The flag of the Commonwealth of Pennsylvania consists of a blue field on which the state coat of arms is embroidered. Originally authorized by the state in 1799, the current design was enacted by law in 1907.
The state coat of arms is surrounded by draft horses on both sides, and a bald eagle, which represents Pennsylvania's loyalty to the United States, above. The state coat of arms includes a ship under full sail, a plow, and three sheaves of wheat indicating the significance of commerce, labor, perseverance and agriculture to the state. Surrounding the coat of arms is a stalk of Indian corn on the left and an olive branch on the right. These represent the state's recognition of its past and its hope for the future. The scroll below the coat of arms reads: "Virtue, Liberty and Independence," which is the state's motto.
Pennsylvania received the nickname "The Keystone State" in reference to its importance in early American history. Many documents, like the United States Declaration of Independence, were signed in the state. The state was also an economical "keystone", concentrating both industry, like North colonies, and agriculture, like South colonies. In some designs, it's substituted by keys.

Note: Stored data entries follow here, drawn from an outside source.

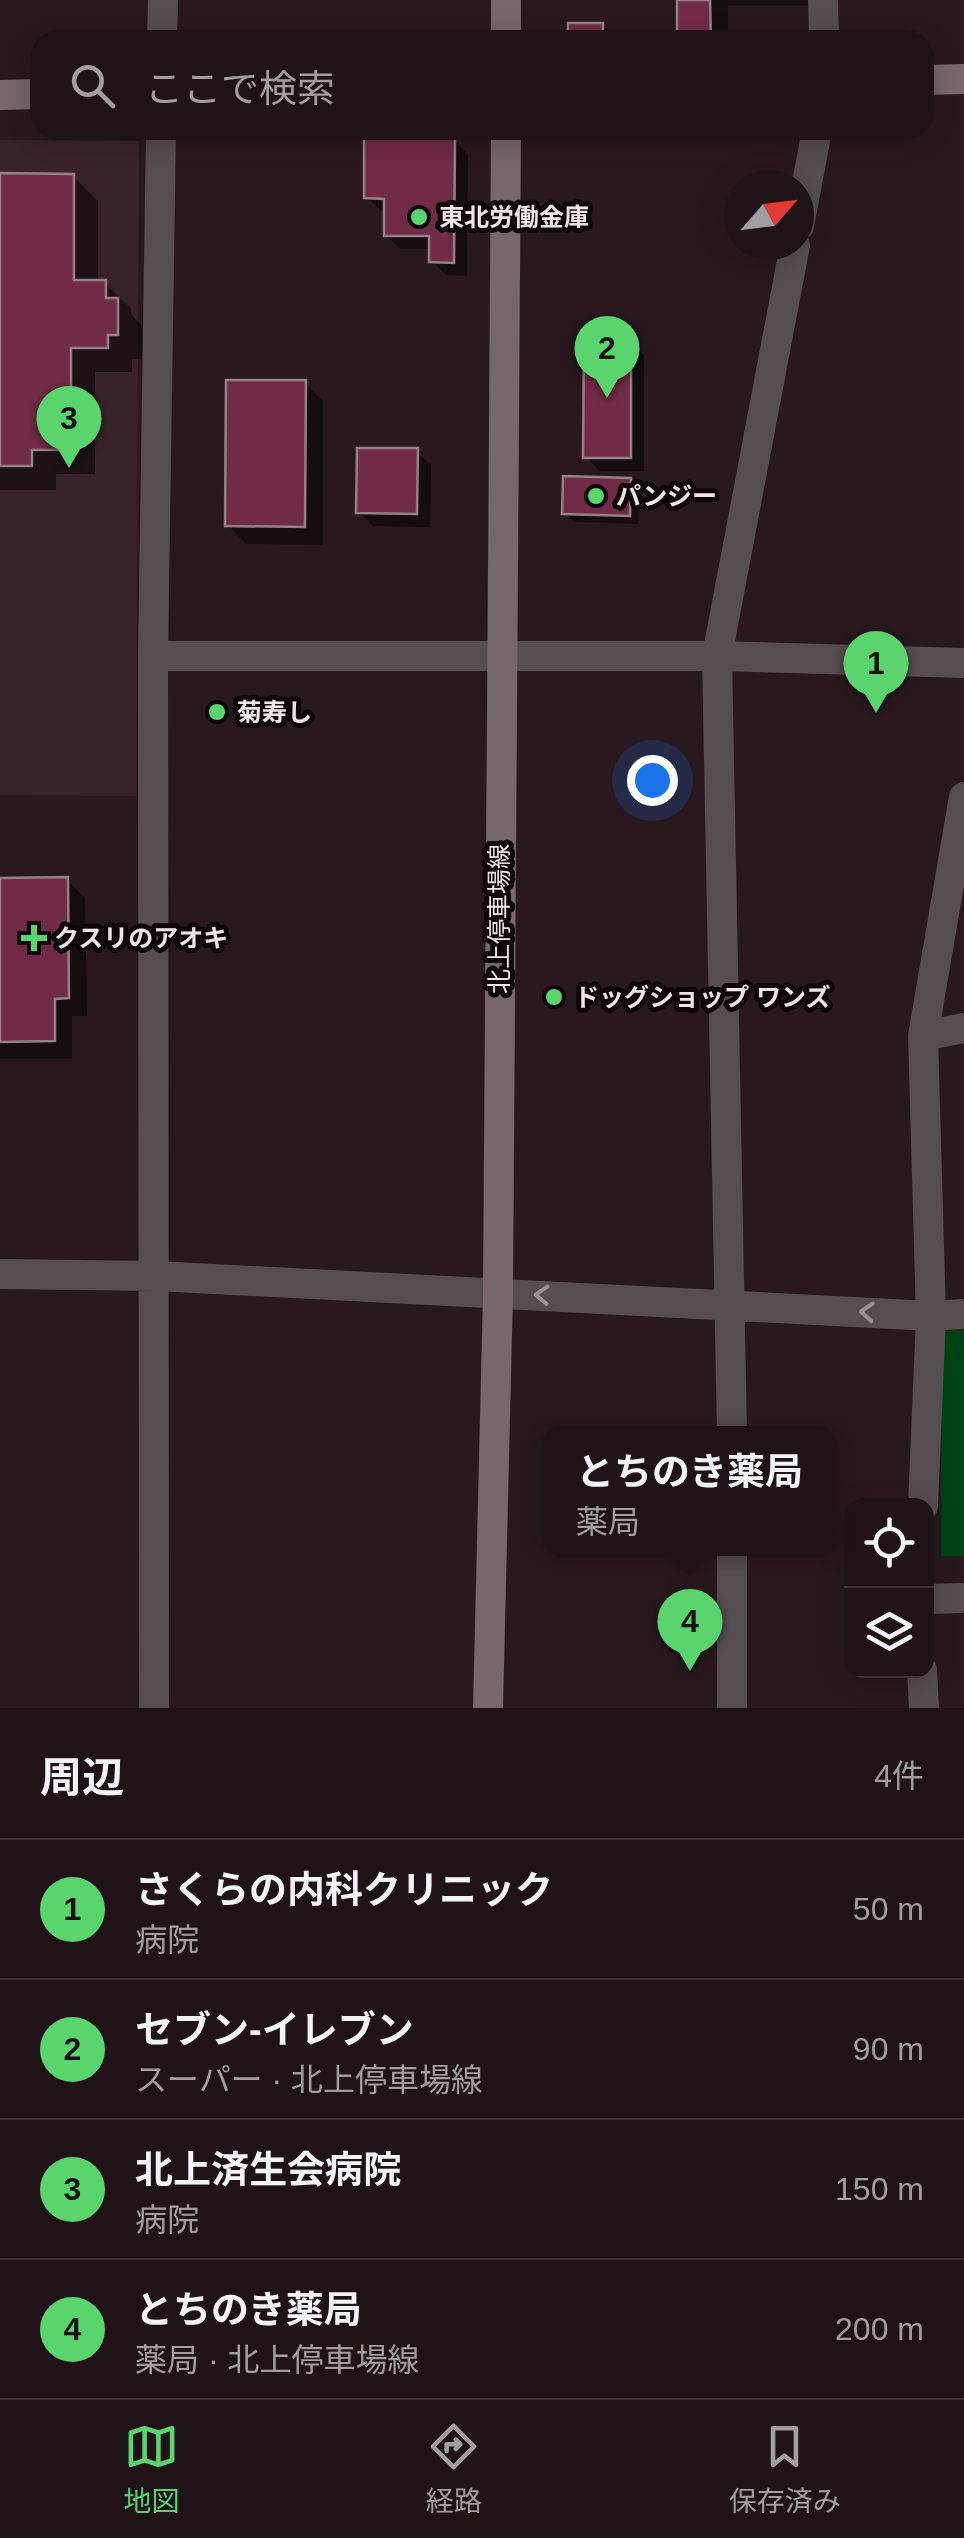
<!DOCTYPE html>
<html lang="ja">
<meta charset="utf-8">
<style>
:root{--surface:#1f1317;--page:#2c2024;--text:#f1f3f6;--muted:#a19ea1;--line:#3c3236;--accent:#5ad56e}
body{margin:0;font-family:Arial,"Noto Sans JP",sans-serif;background:var(--page);color:var(--text)}
.controls{position:absolute;right:30px;bottom:30px;display:grid;overflow:hidden;border-radius:20px;box-shadow:0 5px 25px #0003}
.controls button{width:90px;height:90px;display:grid;place-items:center;padding:0;border:0;border-bottom:2px solid var(--line);background:var(--surface);color:var(--text);font:50px sans-serif}
.compass{position:absolute;left:724px;top:170px;width:90px;height:90px;border-radius:50%;background:var(--surface);box-shadow:0 5px 25px #0003;rotate:62deg}
.you{position:absolute;left:652px;top:780px;width:35px;height:35px;margin:-25px;border:8px solid #fff;border-radius:50%;background:#1a73e8;box-shadow:0 0 0 15px #1a73e833}
.badge{display:grid;place-items:center;width:65px;height:65px;border-radius:50%;background:var(--accent);color:#111;font-size:32px;font-weight:700}
.pin{position:absolute;translate:-50% -82px;filter:drop-shadow(0 2px 5px #0008)}
.pin::after{content:'';position:absolute;top:52px;width:35px;height:30px;background:inherit;clip-path:polygon(0 0,100% 0,50% 100%)}
.popup{position:absolute;left:542px;top:1426px;width:295px;height:130px;box-sizing:border-box;display:grid;place-content:center;border-radius:20px;background:var(--surface);filter:drop-shadow(0 2px 8px #0005);font-size:32px;white-space:nowrap;color:var(--muted)}
.popup b{font-size:38px;color:var(--text)}
.popup::after{content:'';position:absolute;left:50%;top:100%;margin-left:-20px;border:20px solid transparent;border-top-color:var(--surface)}
.list{margin:0;padding:0;list-style:none}
h2{display:flex;justify-content:space-between;align-items:center;height:130px;margin:0;padding:0 40px;font-size:42px}
h2 small{font-size:32px;font-weight:400;color:var(--muted)}
.list li{display:grid;grid-template-columns:65px 1fr auto;gap:30px;align-items:center;box-sizing:border-box;height:140px;padding:0 40px;border-top:2px solid var(--line)}
.list b{display:block;font-size:38px;white-space:nowrap}
.list p{margin:0;font-size:32px;white-space:nowrap;color:var(--muted)}
.list em{font-size:32px;font-style:normal;color:var(--muted)}
.icon{flex:none;width:55px;height:55px;fill:none;stroke:currentColor;stroke-width:2;stroke-linecap:round;stroke-linejoin:round}
.map{position:relative;flex:none;width:964px;height:1708px;overflow:hidden}
.search{position:absolute;background:var(--surface);box-shadow:0 5px 25px #0003;left:30px;right:30px;top:30px;height:110px;display:flex;align-items:center;gap:25px;box-sizing:border-box;padding:0 35px;border-radius:30px;color:var(--muted);font-size:38px}
.sheet{height:690px;background:var(--surface)}
nav{display:flex;justify-content:space-around;align-items:center;box-sizing:border-box;height:140px;border-top:2px solid var(--line);background:var(--surface);font-size:28px;color:var(--muted)}
nav a{display:grid;justify-items:center;gap:5px}
nav .on{color:var(--accent)}
.map>svg:first-child{display:block}
.built{fill:#39232a}
.green{fill:#004312}
.shadow{fill:#0007}
.building{fill:#722b47;stroke:#958086;stroke-width:2.5}
.lines{fill:none;stroke-linecap:round;stroke-linejoin:round}
.street{stroke:#564d50;stroke-width:30}
.secondary{stroke:#75676b;stroke-width:30}
.oneway{stroke:#9b9194}
.poi-dot{fill:#5ad56e;stroke:#0d0709;stroke-width:4}
.labels{text-anchor:middle;stroke-width:10;stroke-linejoin:round;paint-order:stroke}
.poi-label{font-size:25px;font-weight:bold;fill:#efe4e7;stroke:#0d0709;text-anchor:start}
.street-label{font-size:25px;fill:#efe4e7;stroke:#0d0709}
</style>
<div class="map">
<svg width="964" height="1708" viewBox="0 0 964 1708">
<rect width="100%" height="100%" fill="#29191f"/>
<path class="built" d="M0 140 139 141 136 796 0 795Z"/>
<path class="green" d="M942 1330 964 1331V1556H941Z"/>
<path class="shadow" d="M679 0H814V5H728V40H679Z
M602 25 612 34V40H570Z
M454 140 468 154 467 276 446 275 432 261V249H400L386 235 387 211H381L367 197Z
M0 176H73L98 201V283H105L131 308V314L142 326V359H132V372H95V474H56V490H0Z
M630 341 644 355V471H600L586 457Z
M305 383 323 401V545L246 544 228 525Z
M416 451 431 465 430 527 373 526 359 512Z
M630 480 639 490 638 524 574 522 565 513Z
M0 880H67L85 898 87 1016H72V1059H0Z"/>
<path class="building" d="M677 0H710L711 40H677Z
M568 23H603V40H568Z
M364 137 455 138 454 263 429 262V236H384V199L364 198Z
M0 173 74 174V280H106V298H118V335H108V348H71V450H32V466H0Z
M584 337 631 338V458H583Z
M226 380H306L305 527 225 526Z
M357 448H418L417 514 356 513Z
M563 476 631 478 630 516 562 514Z
M68 877 69 998 55 999V1041L0 1042V878Z"/>
<g class="lines">
<path class="street" d="M823 0 824 40
M162 40 163 0
M799 226 817 130
M153 656H717L964 663
M923 1036 964 1028
M0 1274 156 1276 931 1316 964 1314
M732 1434 717 656 795 245
M923 1506 931 1316 923 1036 964 797
M732 1548V1708
M926 1599 964 1598
M922 1670 924 1708
M154 1708 153 656 161 130"/>
<path class="secondary" d="M506 0V40
M924 80 964 79
M0 95 40 94
M488 1708 498 1293 506 130"/>
</g>
<defs><path id="oneway-chevron" d="M-2-3.5L2.5 0L-2 3.5" fill="none" stroke-width="1.6" stroke-linecap="round" stroke-linejoin="round" transform="scale(2.5)"/></defs>
<g class="oneway">
<use href="#oneway-chevron" transform="translate(542 1295) rotate(-177)"/>
<use href="#oneway-chevron" transform="translate(867 1312) rotate(-176)"/>
</g>
<g class="poi-dot">
<circle cx="419" cy="217" r="10"/>
<circle cx="596" cy="496" r="10"/>
<circle cx="217" cy="712" r="10"/>
<path d="M29 923h10v10h10v10h-10v10h-10v-10h-10v-10h10z"/>
<circle cx="554" cy="997" r="10"/>
</g>
<g class="labels">
<g class="poi-label">
<text x="439" y="226">東北労働金庫</text>
<text x="616" y="505">パンジー</text>
<text x="237" y="721">菊寿し</text>
<text x="54" y="947">クスリのアオキ</text>
<text x="574" y="1006">ドッグショップ ワンズ</text>
</g>
<g class="street-label">
<text transform="translate(499 919) rotate(-90)" y="9">北上停車場線</text>
</g>
</g>
</svg>
<div class="controls">
<button><svg class="icon" aria-label="locate" viewBox="0 0 24 24"><circle cx="12" cy="12" r="6"/><path d="M12 2v4M12 18v4M2 12h4M18 12h4"/></svg></button>
<button><svg class="icon" aria-label="layers" viewBox="0 0 24 24"><path d="M12 4l9 5-9 5-9-5zM3 14l9 5 9-5"/></svg></button>
</div>
<svg class="compass" viewBox="-18 -18 36 36"><path d="M0-13l5 13h-10z" fill="#e53935"/><path d="M0 13l5-13h-10z" fill="#a19ea1"/></svg>
<div class="you"></div>
<div class="pin badge" style="left:876px;top:713px">1</div>
<div class="pin badge" style="left:607px;top:398px">2</div>
<div class="pin badge" style="left:69px;top:468px">3</div>
<div class="pin badge" style="left:690px;top:1671px">4</div>
<div class="popup"><b>とちのき薬局</b>薬局</div>
<div class="search"><svg class="icon" aria-label="search" viewBox="0 0 24 24"><circle cx="10" cy="10" r="6"/><path d="M15 15l6 6"/></svg>ここで検索</div>
</div>
<section class="sheet">
<h2>周辺<small>4件</small></h2>
<ul class="list">
<li><span class="badge">1</span><div><b>さくらの内科クリニック</b><p>病院</p></div><em>50 m</em></li>
<li><span class="badge">2</span><div><b>セブン-イレブン</b><p>スーパー · 北上停車場線</p></div><em>90 m</em></li>
<li><span class="badge">3</span><div><b>北上済生会病院</b><p>病院</p></div><em>150 m</em></li>
<li><span class="badge">4</span><div><b>とちのき薬局</b><p>薬局 · 北上停車場線</p></div><em>200 m</em></li>
</ul>
</section>
<nav>
<a class="on"><svg class="icon" aria-label="map" viewBox="0 0 24 24"><path d="M3 6l6-2 6 2 6-2v14l-6 2-6-2-6 2zM9 4v14M15 6v14"/></svg>地図</a>
<a><svg class="icon" aria-label="directions" viewBox="0 0 24 24"><path d="M12 3l9 9-9 9-9-9zM9 14v-3h6M13 9l2 2-2 2"/></svg>経路</a>
<a><svg class="icon" aria-label="saved" viewBox="0 0 24 24"><path d="M7 4h10v16l-5-4-5 4z"/></svg>保存済み</a>
</nav>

William Penn was the founder of Province of Pennsylvania, that became the current Commonwealth of Pennsylvania. During his government, the city of Philadelphia was planned and developed. Moreover, he was also an early champion of democracy and religious freedom.
In his honor, Pennsylvania received the "The Quaker State" nickname, in reference to Penn's belonging in the quaker moviment.
Penn family's coat of arms can be blazoned as "argent, on a fess sable three plates".